Entries provided section start
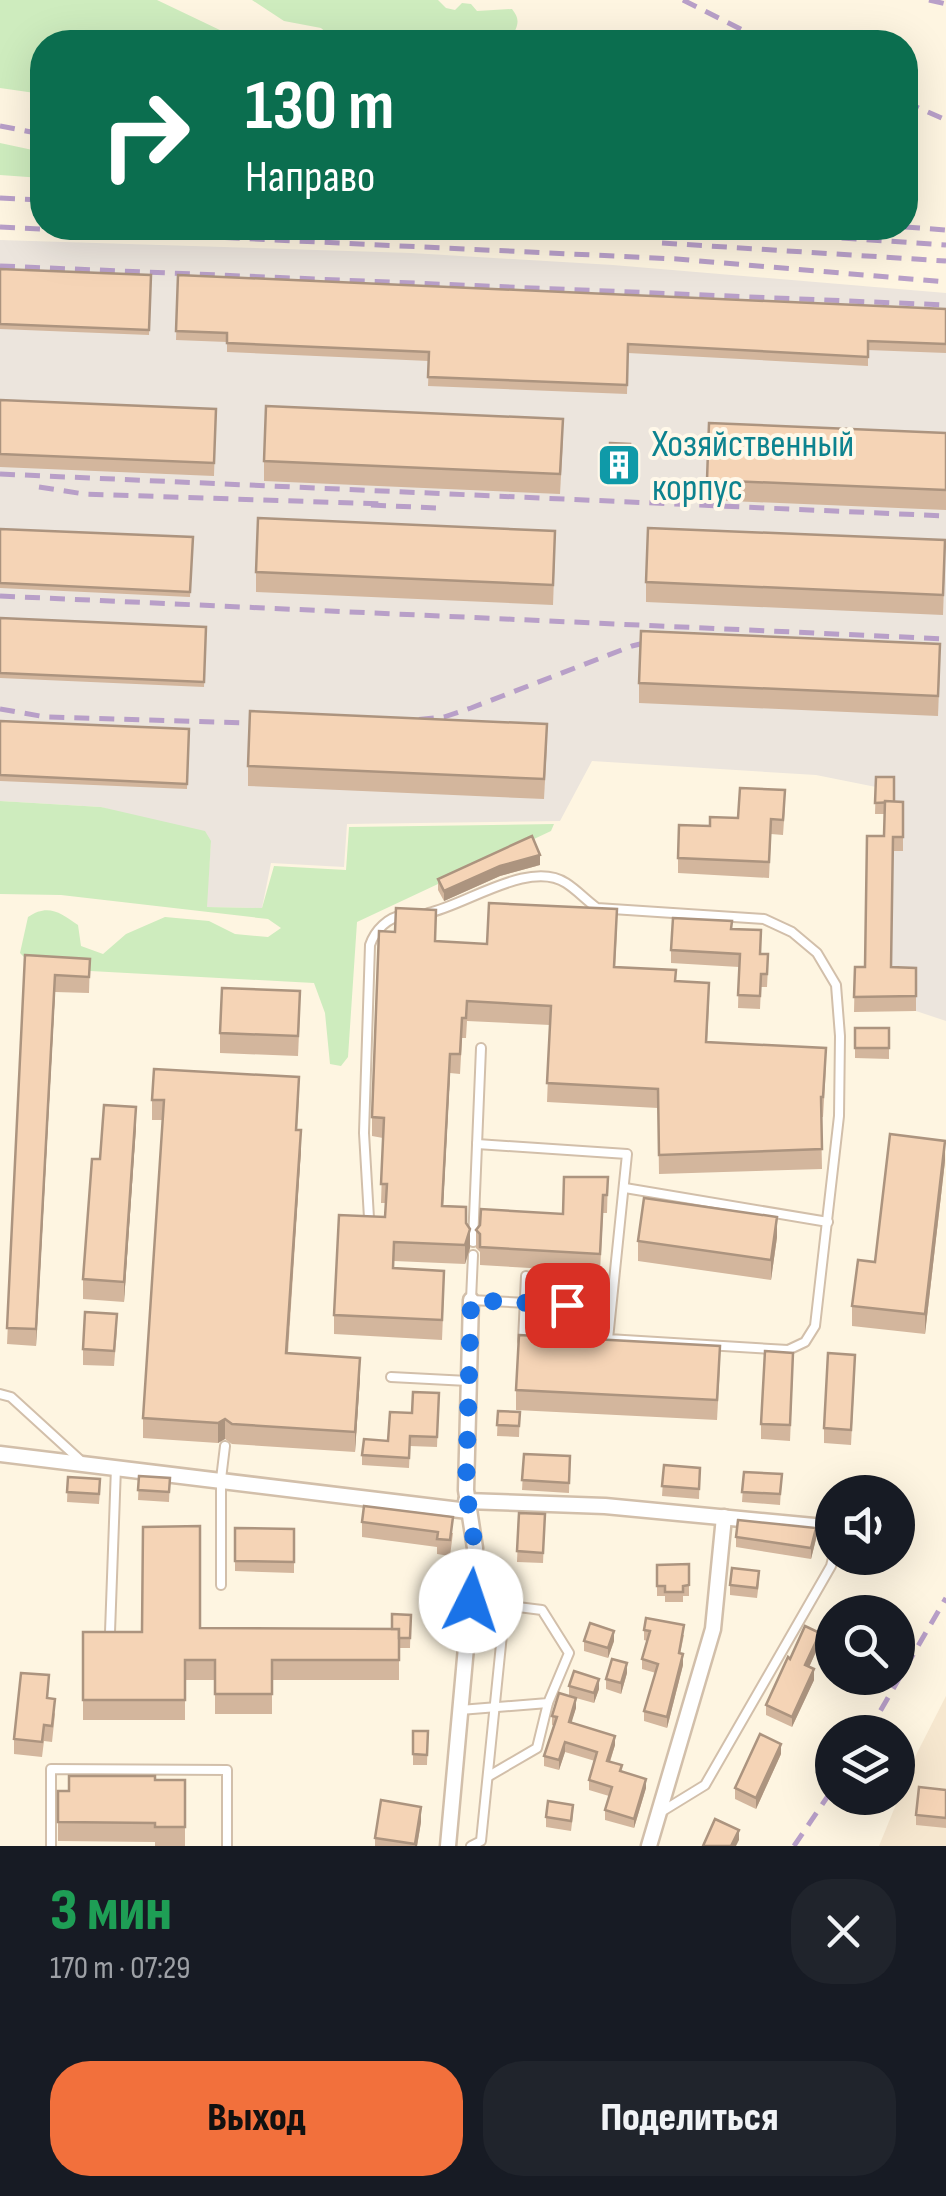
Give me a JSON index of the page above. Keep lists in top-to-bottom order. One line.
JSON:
{"places":{"building":["Хозяйственный корпус"]},"page":{"turn":["130 m","Направо"],"heading":["3 мин","170 m · 07:29"],"buttons":["Выход","Поделиться"]}}
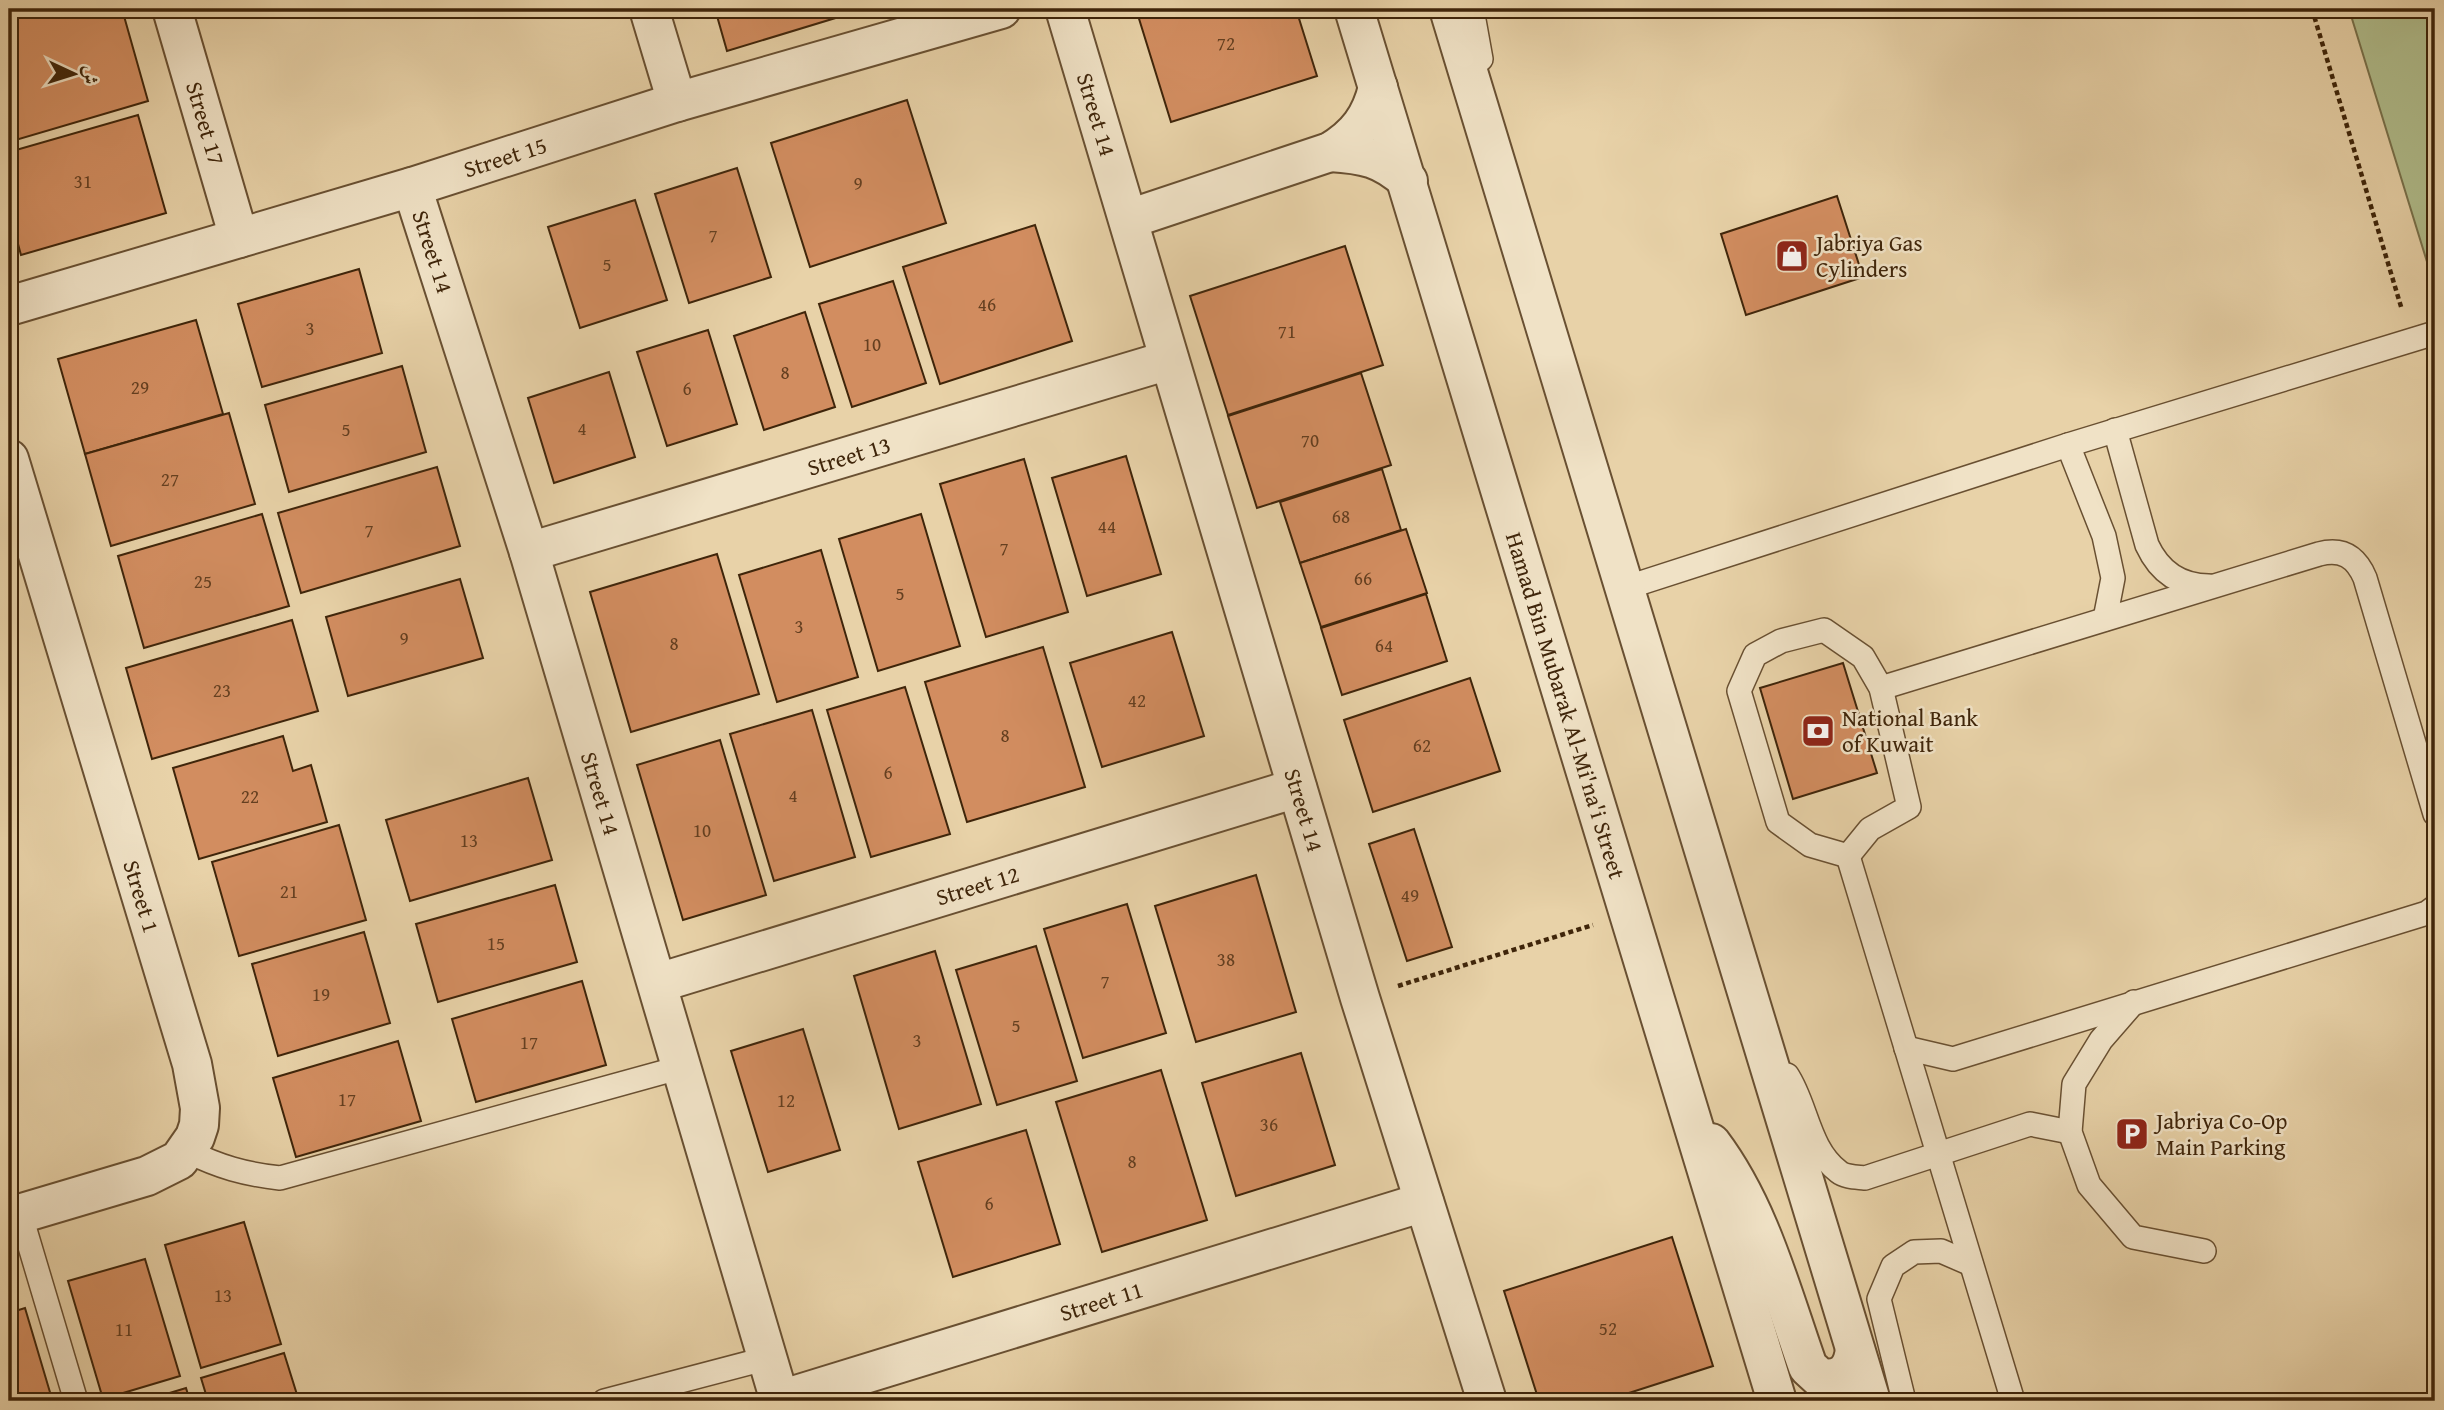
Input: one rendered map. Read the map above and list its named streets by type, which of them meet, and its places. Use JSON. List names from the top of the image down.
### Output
{
  "streets": {
    "street": [
      "Street 14",
      "Street 17",
      "Street 15",
      "Street 13",
      "Hamad Bin Mubarak Al-Mi'na'i Street",
      "Street 12",
      "Street 1",
      "Street 11"
    ]
  },
  "crossings": [
    ["Street 14", "Street 15"],
    ["Street 14", "Street 13"],
    ["Street 14", "Street 12"],
    ["Street 14", "Street 11"],
    ["Street 17", "Street 15"]
  ],
  "places": {
    "shop": ["Jabriya Gas Cylinders"],
    "bank": ["National Bank of Kuwait"],
    "parking": ["Jabriya Co-Op Main Parking"]
  },
  "house_numbers": [
    "72",
    "31",
    "9",
    "7",
    "5",
    "46",
    "3",
    "71",
    "10",
    "8",
    "29",
    "6",
    "4",
    "5",
    "70",
    "27",
    "68",
    "44",
    "7",
    "7",
    "66",
    "25",
    "5",
    "3",
    "9",
    "8",
    "64",
    "23",
    "42",
    "8",
    "62",
    "6",
    "4",
    "22",
    "10",
    "13",
    "21",
    "49",
    "15",
    "38",
    "7",
    "19",
    "5",
    "3",
    "17",
    "17",
    "12",
    "36",
    "8",
    "6",
    "13",
    "52",
    "11"
  ],
  "north": "right"
}
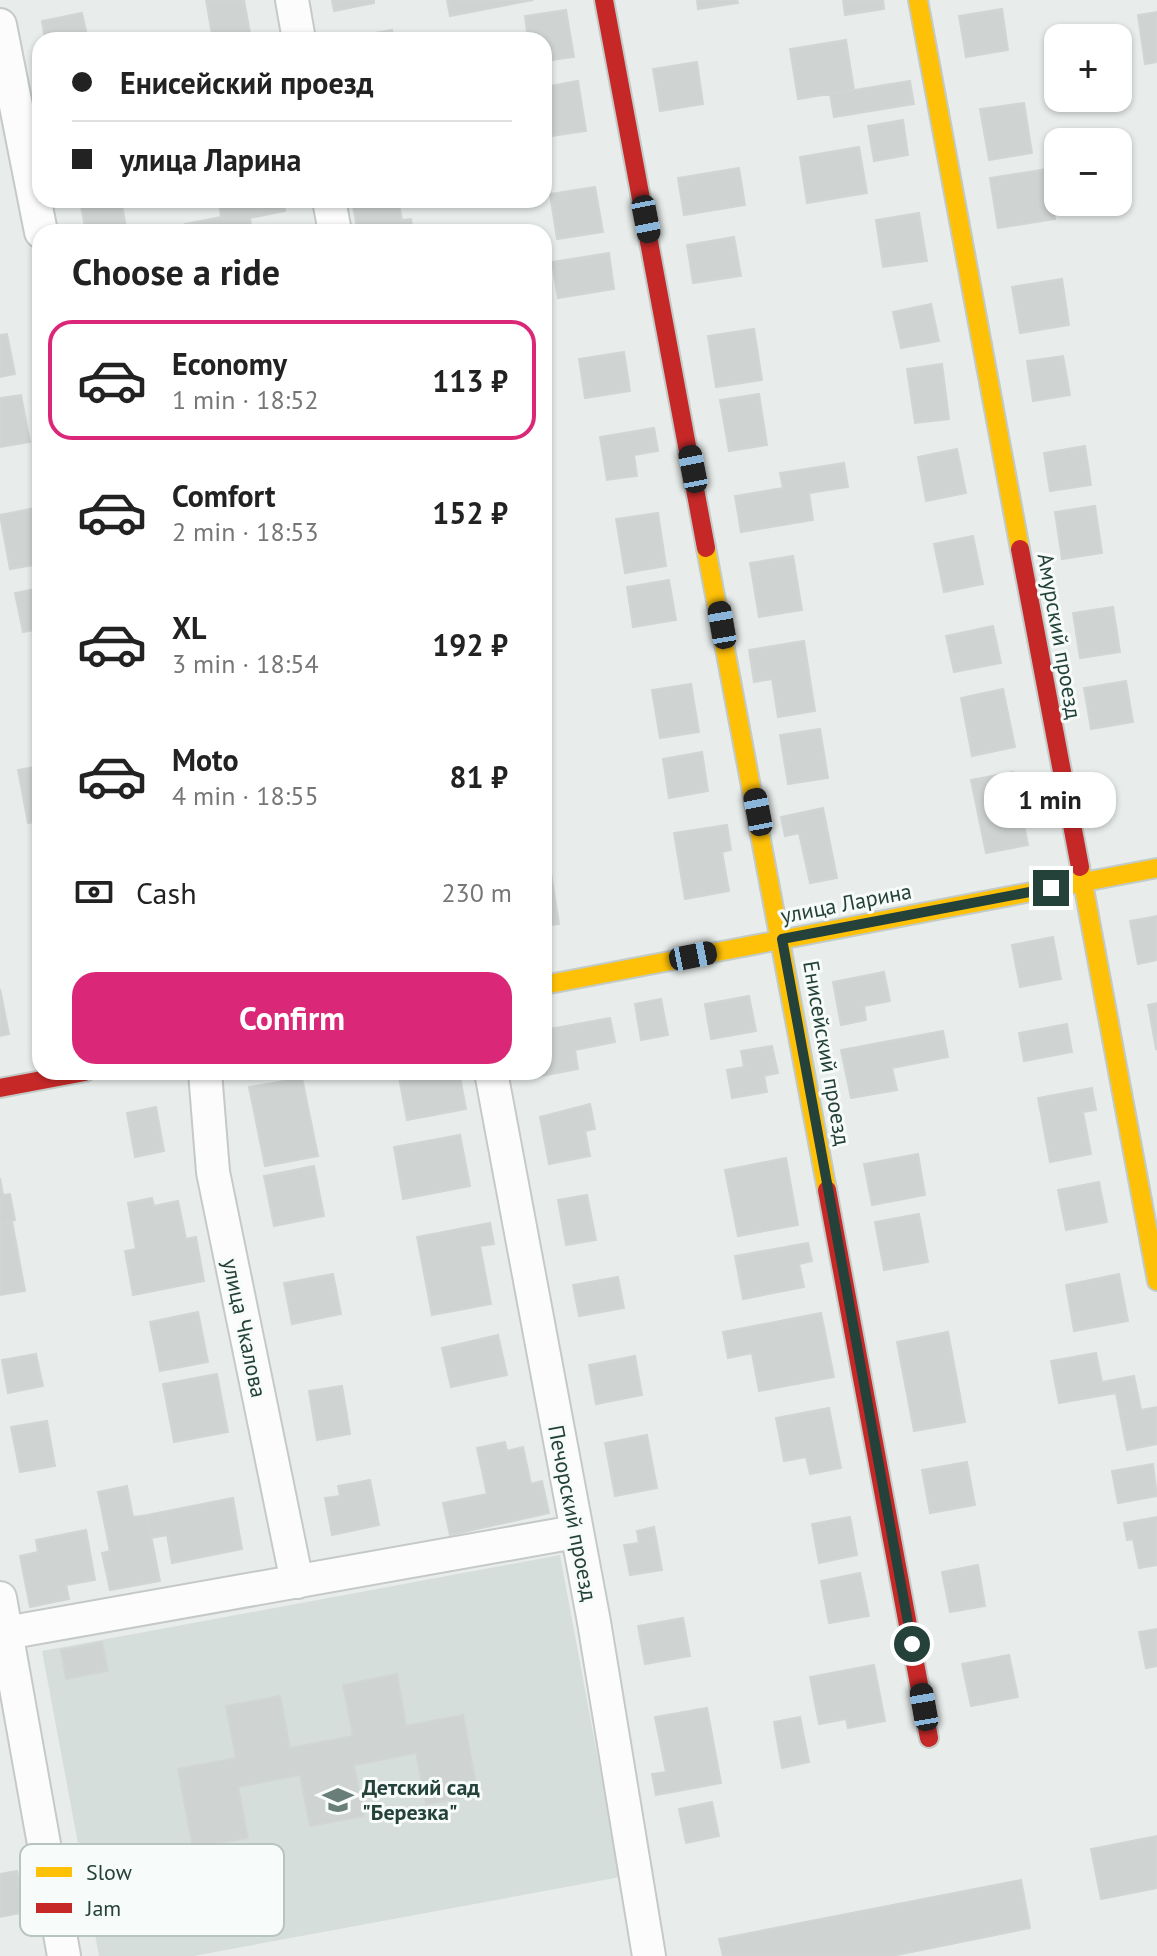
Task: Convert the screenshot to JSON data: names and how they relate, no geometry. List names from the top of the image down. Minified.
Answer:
Entries provided section end
Aside from the pictures, repeat the listing exactly.

● Solution to the problem:
Give me a JSON index of the page above. Keep lists in top-to-bottom order. One line.
JSON:
{"places":{"building":["Хозяйственный корпус"]},"page":{"turn":["130 m","Направо"],"heading":["3 мин","170 m · 07:29"],"buttons":["Выход","Поделиться"]}}
Input: one rendered map. Read the map above and list its named streets by type, which of them meet, and its places. Use JSON. List names from the top of the image down.
### Output
{
  "streets": {
    "street": [
      "Street 14",
      "Street 17",
      "Street 15",
      "Street 13",
      "Hamad Bin Mubarak Al-Mi'na'i Street",
      "Street 12",
      "Street 1",
      "Street 11"
    ]
  },
  "crossings": [
    ["Street 14", "Street 15"],
    ["Street 14", "Street 13"],
    ["Street 14", "Street 12"],
    ["Street 14", "Street 11"],
    ["Street 17", "Street 15"]
  ],
  "places": {
    "shop": ["Jabriya Gas Cylinders"],
    "bank": ["National Bank of Kuwait"],
    "parking": ["Jabriya Co-Op Main Parking"]
  },
  "house_numbers": [
    "72",
    "31",
    "9",
    "7",
    "5",
    "46",
    "3",
    "71",
    "10",
    "8",
    "29",
    "6",
    "4",
    "5",
    "70",
    "27",
    "68",
    "44",
    "7",
    "7",
    "66",
    "25",
    "5",
    "3",
    "9",
    "8",
    "64",
    "23",
    "42",
    "8",
    "62",
    "6",
    "4",
    "22",
    "10",
    "13",
    "21",
    "49",
    "15",
    "38",
    "7",
    "19",
    "5",
    "3",
    "17",
    "17",
    "12",
    "36",
    "8",
    "6",
    "13",
    "52",
    "11"
  ],
  "north": "right"
}
Task: Convert the screenshot to JSON data: names and how they relate, no geometry. List names from the top of the image down. Minified.
Answer:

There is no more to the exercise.